**Aim of the task**
Could you copy the records below exactly, keeping none of the images?

Materials provided Start Marker

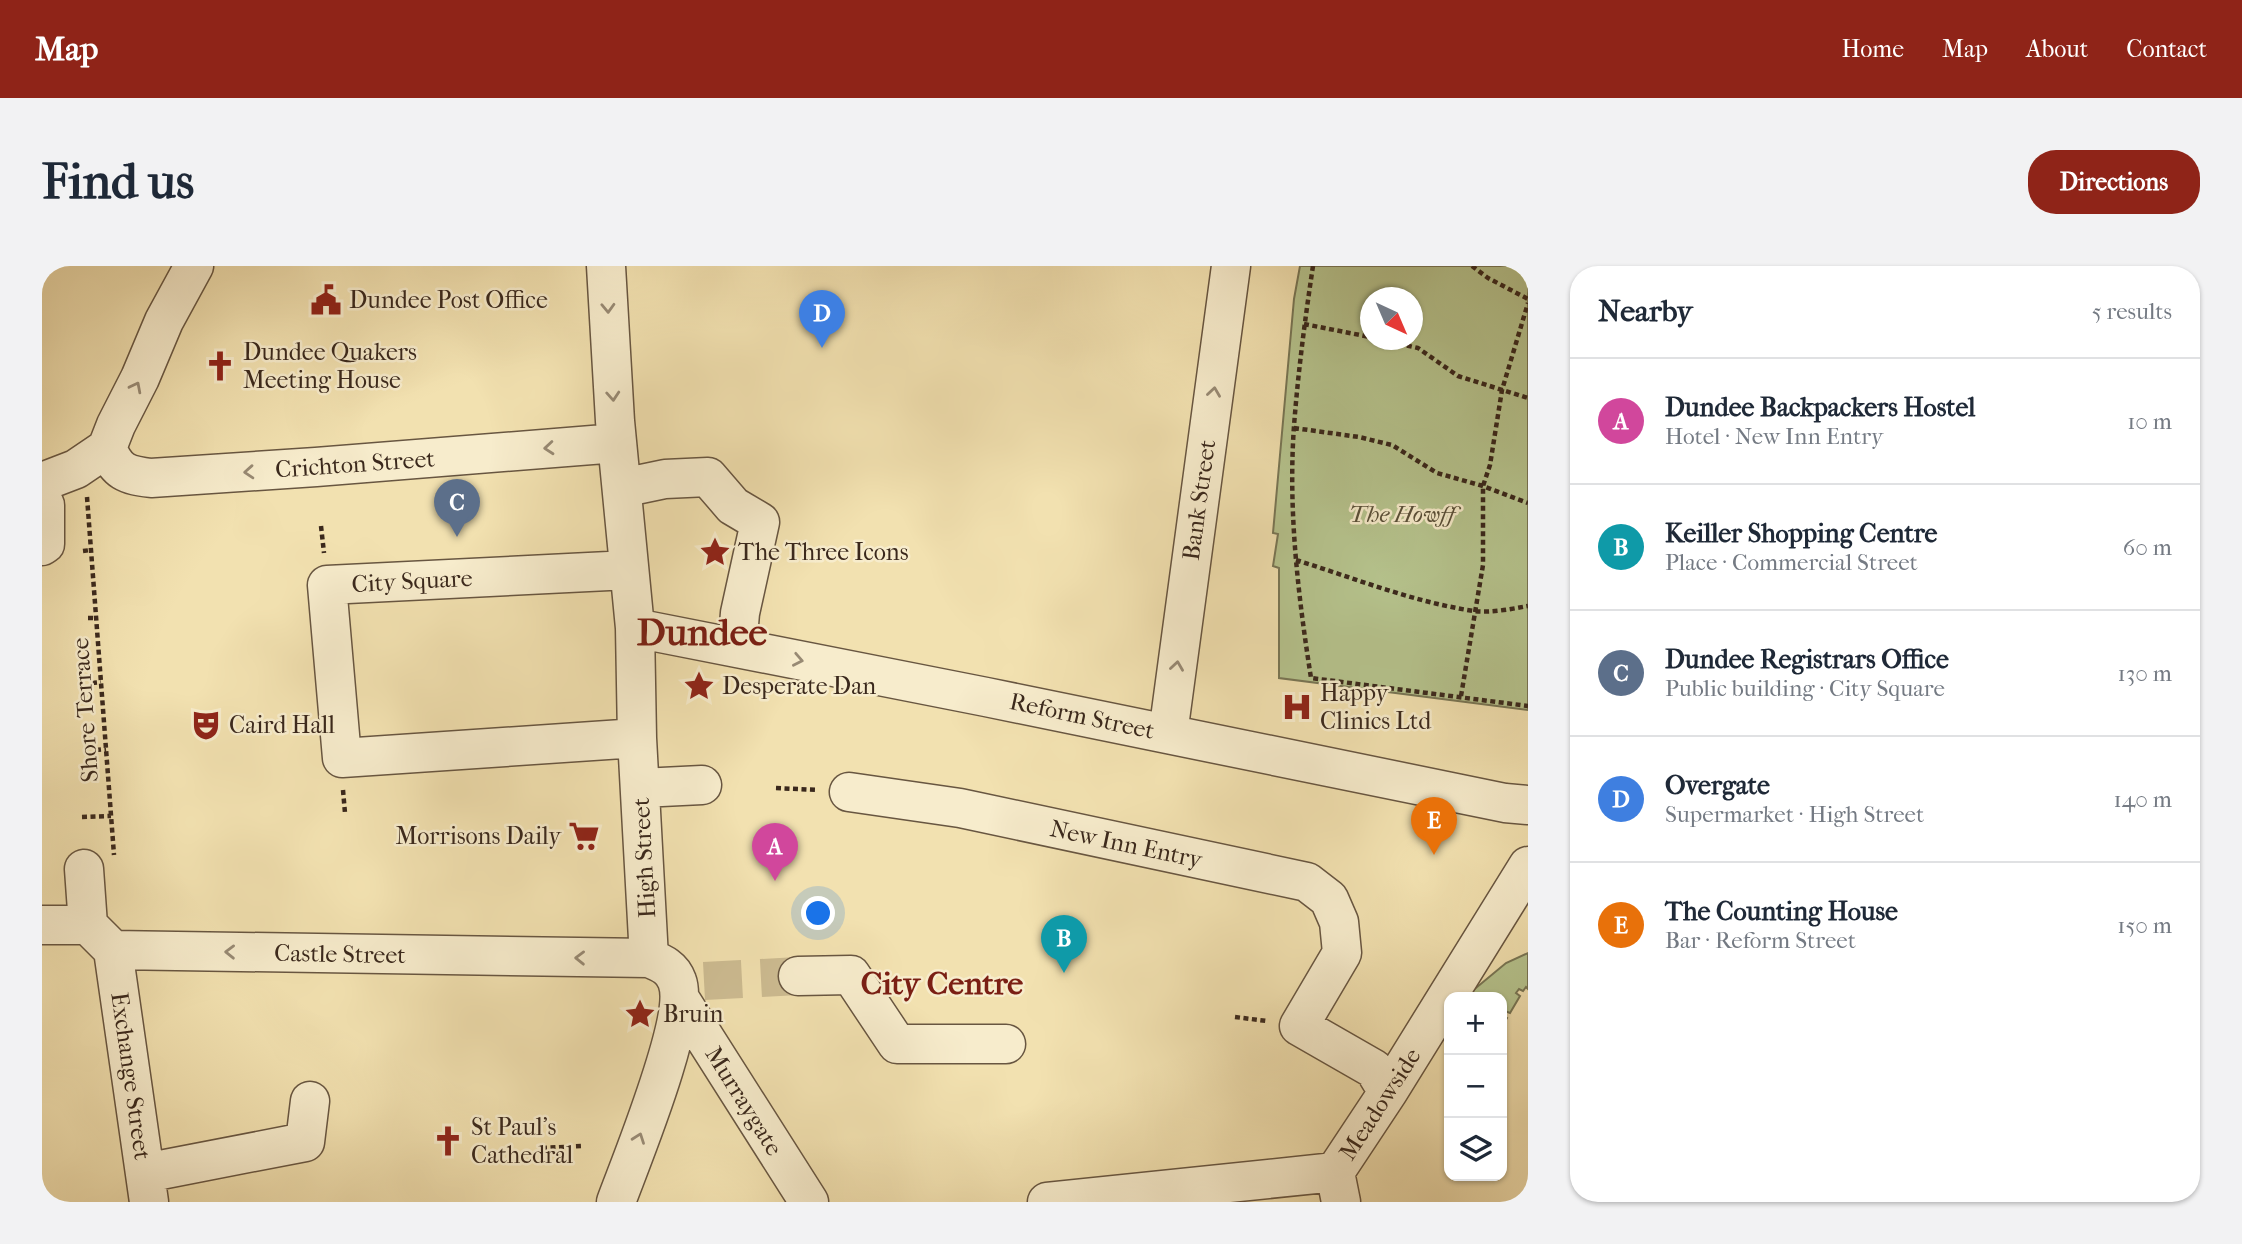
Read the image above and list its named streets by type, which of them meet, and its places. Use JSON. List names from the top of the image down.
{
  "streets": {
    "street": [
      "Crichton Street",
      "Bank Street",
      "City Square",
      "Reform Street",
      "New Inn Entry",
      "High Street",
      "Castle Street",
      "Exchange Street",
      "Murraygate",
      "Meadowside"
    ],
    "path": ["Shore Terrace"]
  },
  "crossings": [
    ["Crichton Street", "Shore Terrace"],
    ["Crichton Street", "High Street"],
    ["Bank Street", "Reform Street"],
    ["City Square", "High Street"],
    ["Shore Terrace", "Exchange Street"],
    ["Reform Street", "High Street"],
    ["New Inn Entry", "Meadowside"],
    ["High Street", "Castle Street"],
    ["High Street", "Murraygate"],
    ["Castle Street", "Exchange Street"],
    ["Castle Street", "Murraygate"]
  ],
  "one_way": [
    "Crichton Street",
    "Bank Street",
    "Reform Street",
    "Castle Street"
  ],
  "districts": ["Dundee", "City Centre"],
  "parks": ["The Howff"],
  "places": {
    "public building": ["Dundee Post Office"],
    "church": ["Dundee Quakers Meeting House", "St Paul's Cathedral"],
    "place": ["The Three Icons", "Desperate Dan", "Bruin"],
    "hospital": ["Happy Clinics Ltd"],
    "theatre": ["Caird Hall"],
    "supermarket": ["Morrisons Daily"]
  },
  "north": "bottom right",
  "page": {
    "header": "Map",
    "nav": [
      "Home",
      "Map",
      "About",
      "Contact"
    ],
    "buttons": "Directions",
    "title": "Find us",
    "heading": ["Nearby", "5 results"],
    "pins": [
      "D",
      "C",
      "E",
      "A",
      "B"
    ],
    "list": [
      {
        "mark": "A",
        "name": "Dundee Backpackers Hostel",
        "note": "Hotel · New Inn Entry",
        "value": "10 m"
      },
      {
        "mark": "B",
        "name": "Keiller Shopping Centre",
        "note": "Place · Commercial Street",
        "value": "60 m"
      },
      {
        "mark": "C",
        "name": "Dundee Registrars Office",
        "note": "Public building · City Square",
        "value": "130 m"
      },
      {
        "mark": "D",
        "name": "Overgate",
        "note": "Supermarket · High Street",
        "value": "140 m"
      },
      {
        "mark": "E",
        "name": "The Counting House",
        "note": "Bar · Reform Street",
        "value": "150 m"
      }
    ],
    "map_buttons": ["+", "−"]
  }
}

Materials provided End Marker

**Final answer**
Read the image above and list its named streets by type, which of them meet, and its places. Use JSON. List names from the top of the image down.
{
  "streets": {
    "street": [
      "Crichton Street",
      "Bank Street",
      "City Square",
      "Reform Street",
      "New Inn Entry",
      "High Street",
      "Castle Street",
      "Exchange Street",
      "Murraygate",
      "Meadowside"
    ],
    "path": ["Shore Terrace"]
  },
  "crossings": [
    ["Crichton Street", "Shore Terrace"],
    ["Crichton Street", "High Street"],
    ["Bank Street", "Reform Street"],
    ["City Square", "High Street"],
    ["Shore Terrace", "Exchange Street"],
    ["Reform Street", "High Street"],
    ["New Inn Entry", "Meadowside"],
    ["High Street", "Castle Street"],
    ["High Street", "Murraygate"],
    ["Castle Street", "Exchange Street"],
    ["Castle Street", "Murraygate"]
  ],
  "one_way": [
    "Crichton Street",
    "Bank Street",
    "Reform Street",
    "Castle Street"
  ],
  "districts": ["Dundee", "City Centre"],
  "parks": ["The Howff"],
  "places": {
    "public building": ["Dundee Post Office"],
    "church": ["Dundee Quakers Meeting House", "St Paul's Cathedral"],
    "place": ["The Three Icons", "Desperate Dan", "Bruin"],
    "hospital": ["Happy Clinics Ltd"],
    "theatre": ["Caird Hall"],
    "supermarket": ["Morrisons Daily"]
  },
  "north": "bottom right",
  "page": {
    "header": "Map",
    "nav": [
      "Home",
      "Map",
      "About",
      "Contact"
    ],
    "buttons": "Directions",
    "title": "Find us",
    "heading": ["Nearby", "5 results"],
    "pins": [
      "D",
      "C",
      "E",
      "A",
      "B"
    ],
    "list": [
      {
        "mark": "A",
        "name": "Dundee Backpackers Hostel",
        "note": "Hotel · New Inn Entry",
        "value": "10 m"
      },
      {
        "mark": "B",
        "name": "Keiller Shopping Centre",
        "note": "Place · Commercial Street",
        "value": "60 m"
      },
      {
        "mark": "C",
        "name": "Dundee Registrars Office",
        "note": "Public building · City Square",
        "value": "130 m"
      },
      {
        "mark": "D",
        "name": "Overgate",
        "note": "Supermarket · High Street",
        "value": "140 m"
      },
      {
        "mark": "E",
        "name": "The Counting House",
        "note": "Bar · Reform Street",
        "value": "150 m"
      }
    ],
    "map_buttons": ["+", "−"]
  }
}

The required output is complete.